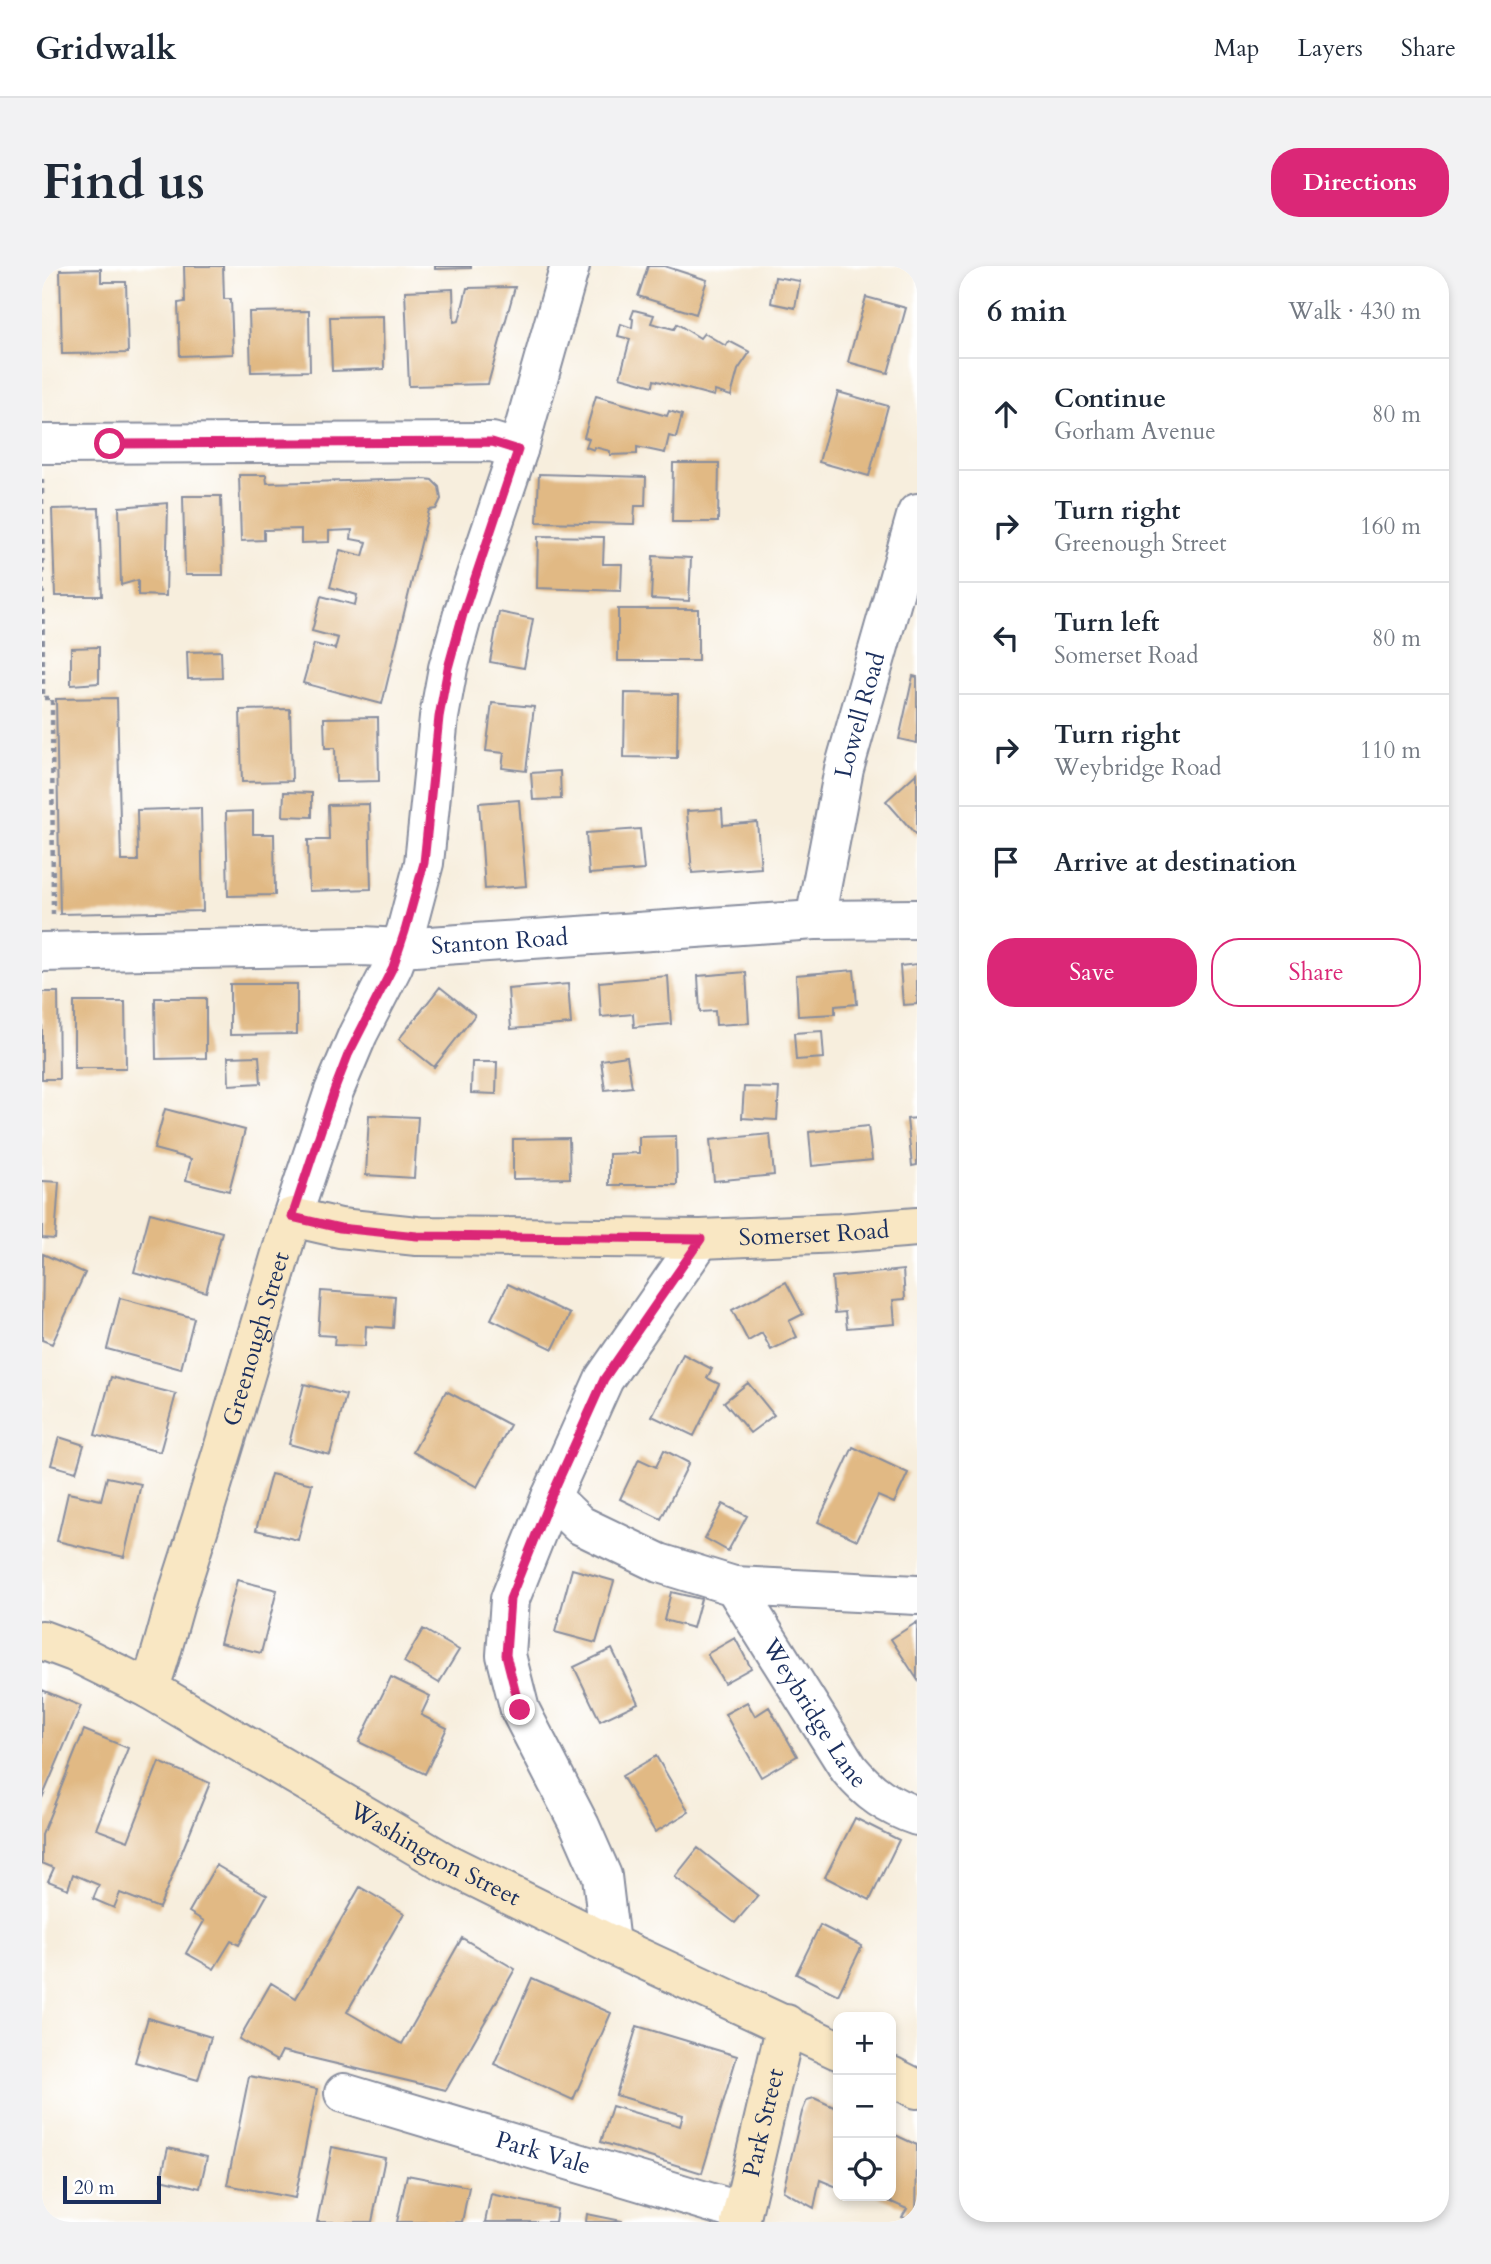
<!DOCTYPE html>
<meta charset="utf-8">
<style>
body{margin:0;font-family:Cardo,serif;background:#f2f2f3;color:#1f2937}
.controls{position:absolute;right:21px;bottom:21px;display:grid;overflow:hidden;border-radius:14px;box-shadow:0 4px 10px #0003}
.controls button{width:63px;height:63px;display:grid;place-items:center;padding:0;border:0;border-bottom:2px solid #e0e1e3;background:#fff;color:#1f2937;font:35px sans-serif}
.scale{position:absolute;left:21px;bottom:18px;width:98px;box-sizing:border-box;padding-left:7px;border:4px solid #1b2f5e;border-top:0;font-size:19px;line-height:24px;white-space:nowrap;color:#1b2f5e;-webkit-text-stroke:5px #fff;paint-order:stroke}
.stop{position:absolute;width:21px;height:21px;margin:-16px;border:5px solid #db2777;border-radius:50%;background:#fff}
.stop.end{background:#db2777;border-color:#fff;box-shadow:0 2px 7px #0008}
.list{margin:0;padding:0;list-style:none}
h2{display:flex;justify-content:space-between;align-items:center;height:91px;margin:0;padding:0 28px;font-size:30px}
h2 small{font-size:23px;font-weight:400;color:#747a83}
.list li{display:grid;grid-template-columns:46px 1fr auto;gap:21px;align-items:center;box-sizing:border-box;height:112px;padding:0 28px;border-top:2px solid #e0e1e3}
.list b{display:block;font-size:26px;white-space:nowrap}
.list p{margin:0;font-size:23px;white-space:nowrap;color:#747a83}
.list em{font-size:23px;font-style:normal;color:#747a83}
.actions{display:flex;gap:14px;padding:21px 28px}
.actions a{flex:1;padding:16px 0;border:2px solid #db2777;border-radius:28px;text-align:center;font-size:24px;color:#db2777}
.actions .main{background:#db2777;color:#fff}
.icon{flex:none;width:38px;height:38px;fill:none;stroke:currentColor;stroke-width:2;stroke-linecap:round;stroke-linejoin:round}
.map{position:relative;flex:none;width:875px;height:1956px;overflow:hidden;border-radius:28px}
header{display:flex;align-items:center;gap:42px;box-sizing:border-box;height:98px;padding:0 35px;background:#fff;border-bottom:2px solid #e0e1e3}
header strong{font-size:33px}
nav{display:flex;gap:38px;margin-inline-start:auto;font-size:24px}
.intro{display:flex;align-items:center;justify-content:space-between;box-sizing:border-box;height:168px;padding:0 42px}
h1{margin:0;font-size:49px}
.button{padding:18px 32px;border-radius:28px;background:#db2777;color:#fff;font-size:24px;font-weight:700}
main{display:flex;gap:42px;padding:0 42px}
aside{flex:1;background:#fff;border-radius:28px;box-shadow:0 4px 10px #0003}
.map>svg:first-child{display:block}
.building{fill:#e1b984}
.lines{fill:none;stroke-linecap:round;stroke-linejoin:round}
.street-casing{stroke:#898e9e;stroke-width:42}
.secondary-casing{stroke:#898e9e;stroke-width:42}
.path{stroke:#898e9e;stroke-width:4.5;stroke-dasharray:5 5;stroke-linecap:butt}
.street{stroke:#fff;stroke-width:38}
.secondary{stroke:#f9e7c3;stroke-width:38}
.route{stroke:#db2777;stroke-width:9}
.labels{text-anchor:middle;stroke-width:6;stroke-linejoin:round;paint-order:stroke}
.street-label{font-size:24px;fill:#1b2f5e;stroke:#fff}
</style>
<header>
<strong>Gridwalk</strong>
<nav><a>Map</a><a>Layers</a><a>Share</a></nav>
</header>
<div class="intro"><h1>Find us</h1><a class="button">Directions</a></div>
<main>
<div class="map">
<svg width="875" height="1956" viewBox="0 0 875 1956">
<rect width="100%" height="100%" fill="#fff"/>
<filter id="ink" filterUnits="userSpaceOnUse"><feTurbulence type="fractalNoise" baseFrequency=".0143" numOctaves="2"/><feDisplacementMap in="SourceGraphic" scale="14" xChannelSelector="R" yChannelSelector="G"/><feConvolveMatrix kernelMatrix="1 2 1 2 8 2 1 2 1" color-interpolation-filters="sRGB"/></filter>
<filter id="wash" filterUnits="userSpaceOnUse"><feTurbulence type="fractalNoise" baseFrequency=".00686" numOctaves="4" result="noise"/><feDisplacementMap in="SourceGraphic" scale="28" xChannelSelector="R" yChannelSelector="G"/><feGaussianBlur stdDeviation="1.57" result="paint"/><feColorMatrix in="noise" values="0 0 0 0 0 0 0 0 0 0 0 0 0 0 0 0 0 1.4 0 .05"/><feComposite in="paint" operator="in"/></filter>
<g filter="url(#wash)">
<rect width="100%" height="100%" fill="#f7eedd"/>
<g id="blocks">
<path class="building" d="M142,0H181L182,33H189L191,88L138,90L136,37L143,36Z
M393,0H429V2L393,3Z
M606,0H622L665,14L654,48L596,30Z
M59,3V16H84L86,87L20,88L18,4Z
M733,11L758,15L753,42L729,37Z
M473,21L446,118L367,120L363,25L411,23L412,56L417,55L425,22Z
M824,31L864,42L846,107L806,96Z
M592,44L612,49L609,57L632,63L635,58L658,72L662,67L684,80L687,75L708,86L696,104L689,130L673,125L672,130L612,114L611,120L578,111L588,73L576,70L579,58L590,62L591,53L589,52Z
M267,45L268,105L209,106L207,46Z
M341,50L342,103L290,105L288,51Z
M796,126L846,140L827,210L777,196Z
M554,130L625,150L627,145L640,149L634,172L627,170L623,187L595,181V188L568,189V185L552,181V184L544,181L547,173L542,171Z
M631,197H677L676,256H630Z
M497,208L604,211L603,240H593L592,258L495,256Z
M197,209H224L225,217L384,213L390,214L397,221L399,233L394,243L387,244L340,438L261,417L272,378L293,383L296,372L270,365L279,330L313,339L315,329L288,321L298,284L321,290L325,276L309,273L310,264L287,265V276L259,277V263L222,264V274L199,275Z
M141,230H179L181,309H143Z
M126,237L124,330L96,329V314L79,319L77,241Z
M57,242L60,330H13L10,243Z
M496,270L562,271L561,298H580L579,325L495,322Z
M611,290L649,292L647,335L609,333Z
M576,343H656V395H576Z
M457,346L491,353L482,402L448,396Z
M57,381V417L29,419V382Z
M179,385L180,412L146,413L145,386Z
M871,410L875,411V477L857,473Z
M583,427L636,428L635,492L582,491Z
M75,432L79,595H96L95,544L159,542L161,645L18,648L14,433Z
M450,437L492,441L484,505L460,502L462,487L444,485Z
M248,443L250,515L200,516L198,444Z
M336,451L337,515L294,516L293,482H283L282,452Z
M518,505L519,533L491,534L489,507Z
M875,507V570L844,535Z
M242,526L270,527V551L241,550Z
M477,534L484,620L443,623L437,537Z
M327,538L329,623L267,625L266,574H287L286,539Z
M680,543L681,559L715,556L719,602L650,607L645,545Z
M211,545V568H232L233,629L186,630L184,546Z
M598,563L602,604L547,608L544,567Z
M875,698V738L861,739L858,700Z
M812,704L815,738L793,740V748L756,750L754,709Z
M704,706L707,757L674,759L673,745L658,746L656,710Z
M626,710L629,758L592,761L591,748L559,751L557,716Z
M188,718H255V768L188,769Z
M526,718L529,758L469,763L466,723Z
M398,721L433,749L392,801L357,773Z
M0,726H16L17,813H0Z
M113,732H164V792L114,793Z
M32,736H83L84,802H32Z
M780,765L782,792L754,794L752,767Z
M217,790L219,817L187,819L186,791Z
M585,790L590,821L563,824L559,794Z
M430,796H455L454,828L429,827Z
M702,821L737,822L735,854L700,852Z
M123,843L203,864L187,925L144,914L149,893L112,883Z
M327,849L376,851L372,912L324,909Z
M875,852V899L870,900L865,853Z
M826,860L830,894L770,900L767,866Z
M728,868L732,909L672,915L668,874Z
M634,870L635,919H567V888L597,887V871Z
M527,872L528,912L471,913V873Z
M0,915L17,916L13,973L0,972Z
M108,947L180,966L164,1026L92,1006Z
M1,988L43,1007L10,1078L0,1074Z
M861,1004L863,1033L851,1034L853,1058L805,1062L803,1046L793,1047L790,1011Z
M744,1016L761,1048L747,1055L755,1071L729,1084L720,1067L706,1075L690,1044Z
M466,1018L528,1048L511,1083L449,1053Z
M279,1025L353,1030L351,1062L324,1060L323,1080L292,1079L293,1070L276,1069Z
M78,1032L152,1052L139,1103L65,1083Z
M641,1088L670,1103L665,1112L677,1118L652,1170L610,1150Z
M69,1111L134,1128L118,1186L53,1169Z
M706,1117L732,1149L708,1167L682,1136Z
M262,1118L304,1129L288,1189L247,1178Z
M404,1125L468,1159L435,1221L371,1186Z
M17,1171L42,1179L34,1206L9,1199Z
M811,1181L866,1207L852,1237L836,1230L815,1274L776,1256Z
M622,1184L647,1197L619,1253L578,1233L597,1193L614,1201Z
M229,1208L270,1218L256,1274L214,1264Z
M65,1211L99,1218L82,1291L15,1275L26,1227L59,1234Z
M681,1238L705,1250L686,1285L663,1272Z
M530,1303L572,1315L554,1377L513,1366Z
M195,1314L235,1324L219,1387L178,1377Z
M629,1326L659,1333L651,1362L622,1354Z
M875,1356V1413L849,1373Z
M381,1363L417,1384L397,1417L362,1396Z
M693,1372L709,1402L682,1417L665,1388Z
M570,1383L596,1437L558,1455L532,1401Z
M349,1411L388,1430L379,1449L405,1462L383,1508L317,1476Z
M0,1424L39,1440L0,1532Z
M705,1436L713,1450L727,1441L755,1490L719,1511L683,1448Z
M42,1464L86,1482L54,1563L86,1575L117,1496L168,1517L117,1642L78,1627L72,1642L51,1633L57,1619L31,1608L26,1623L6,1615L12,1602L0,1597V1569Z
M614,1490L647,1546L613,1566L580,1510Z
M813,1552L857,1574L828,1634L783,1611Z
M656,1582L716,1630L693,1657L633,1611Z
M174,1599L225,1629L197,1679L189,1675L172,1703L144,1687L162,1655L147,1646Z
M318,1621L362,1647L305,1746L360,1778L420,1672L473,1703L404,1824L240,1785L235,1795L197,1773L229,1717L254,1732Z
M778,1659L820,1680L796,1729L754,1708Z
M490,1712L569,1747L531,1834L452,1798Z
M106,1752L169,1771L156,1814L93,1796Z
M595,1760L695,1790L660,1907L559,1876L570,1840L638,1860L641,1849L574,1829Z
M207,1810L275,1823L253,1932L185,1919Z
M772,1832L796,1843V1919L795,1921L778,1914L772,1942L741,1925L760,1846L765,1834Z
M849,1867L875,1879L874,1956L860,1951L865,1943L836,1930H849Z
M290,1881L343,1892L330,1956H275Z
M126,1882L165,1891L158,1922L119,1913Z
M365,1909L427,1921L420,1956H355Z
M449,1928L515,1943L513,1956H443Z
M545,1948L580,1955V1956H544Z"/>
</g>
</g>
<g filter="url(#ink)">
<use href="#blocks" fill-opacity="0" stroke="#898e9e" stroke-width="2"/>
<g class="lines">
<defs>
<g id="street">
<path d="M0,178L450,176L476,184"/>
<path id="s1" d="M773,654L802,503L875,247"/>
<path id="s2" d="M0,686L321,680L358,682L773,654L875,653"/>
<path d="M250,951L292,825L316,768L351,700L364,665L382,597L397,451L406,402L421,348L476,184L528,0"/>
<path id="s3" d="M509,1231L538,1259L617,1297L692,1320L807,1503C827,1527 846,1540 875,1550"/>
<path d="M692,1320L875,1329"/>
<path d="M568,1678L560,1610L538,1560L478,1444L464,1389L468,1333L509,1231L562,1113L659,973"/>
<path id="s4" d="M302,1827L700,1946"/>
</g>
<g id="secondary">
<path id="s5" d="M0,1374L32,1386L107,1423L402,1596L568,1678L796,1784"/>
<path id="s6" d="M107,1423C120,1390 127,1355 138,1321C178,1199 213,1074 250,951L298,962L375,970L659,973L798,967L875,961"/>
<path d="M849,1810L875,1823"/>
<path id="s7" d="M698,1956L744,1758"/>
</g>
</defs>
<use href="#street" class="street-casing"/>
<use href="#secondary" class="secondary-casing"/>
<path class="path" d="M0,213L1,432H10L11,650"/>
<use href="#street" class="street"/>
<use href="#secondary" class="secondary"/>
</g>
</g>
<g class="lines" filter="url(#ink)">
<path class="route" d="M68,178L450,176L476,184L421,348L406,402L397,451L382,597L363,665L351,701L306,789L292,825L250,951L298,962L375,970L659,973L562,1113L509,1231L468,1333L464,1389L478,1444"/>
</g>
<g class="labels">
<g class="street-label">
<text dy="8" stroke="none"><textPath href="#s1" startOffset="210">Lowell Road</textPath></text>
<text dy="8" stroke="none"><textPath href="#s2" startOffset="458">Stanton Road</textPath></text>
<text dy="8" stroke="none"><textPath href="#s6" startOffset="1017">Somerset Road</textPath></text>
<text dy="8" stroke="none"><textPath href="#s6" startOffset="366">Greenough Street</textPath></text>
<text dy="8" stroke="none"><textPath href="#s3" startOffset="357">Weybridge Lane</textPath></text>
<text dy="8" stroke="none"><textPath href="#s5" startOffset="448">Washington Street</textPath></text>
<text dy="8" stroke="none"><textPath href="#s7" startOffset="102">Park Street</textPath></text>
<text dy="8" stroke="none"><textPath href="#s4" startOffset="208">Park Vale</textPath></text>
</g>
</g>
</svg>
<div class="controls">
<button>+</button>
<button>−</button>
<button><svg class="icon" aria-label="locate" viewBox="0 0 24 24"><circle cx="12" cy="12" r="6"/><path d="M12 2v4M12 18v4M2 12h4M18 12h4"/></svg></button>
</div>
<div class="scale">20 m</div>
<div class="stop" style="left:68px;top:178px"></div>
<div class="stop end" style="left:478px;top:1444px"></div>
</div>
<aside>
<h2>6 min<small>Walk · 430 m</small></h2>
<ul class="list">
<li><svg class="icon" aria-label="ahead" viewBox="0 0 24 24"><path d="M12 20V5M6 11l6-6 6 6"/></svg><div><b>Continue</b><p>Gorham Avenue</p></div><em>80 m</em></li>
<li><svg class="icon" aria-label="right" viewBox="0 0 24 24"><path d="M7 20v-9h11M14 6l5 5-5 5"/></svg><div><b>Turn right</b><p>Greenough Street</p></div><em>160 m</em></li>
<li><svg class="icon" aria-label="left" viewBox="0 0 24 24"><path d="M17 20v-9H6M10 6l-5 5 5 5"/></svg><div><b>Turn left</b><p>Somerset Road</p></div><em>80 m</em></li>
<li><svg class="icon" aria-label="right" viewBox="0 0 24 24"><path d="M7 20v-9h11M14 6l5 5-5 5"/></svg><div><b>Turn right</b><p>Weybridge Road</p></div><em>110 m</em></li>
<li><svg class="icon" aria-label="arrive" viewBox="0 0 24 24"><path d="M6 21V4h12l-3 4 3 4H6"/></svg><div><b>Arrive at destination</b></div></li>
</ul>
<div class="actions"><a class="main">Save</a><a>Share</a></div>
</aside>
</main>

====

Filter the records for the word "overflow" and show every line that has it.

- ANSWER FOR THE TASK
.controls{position:absolute;right:21px;bottom:21px;display:grid;overflow:hidden;border-radius:14px;box-shadow:0 4px 10px #0003}
.map{position:relative;flex:none;width:875px;height:1956px;overflow:hidden;border-radius:28px}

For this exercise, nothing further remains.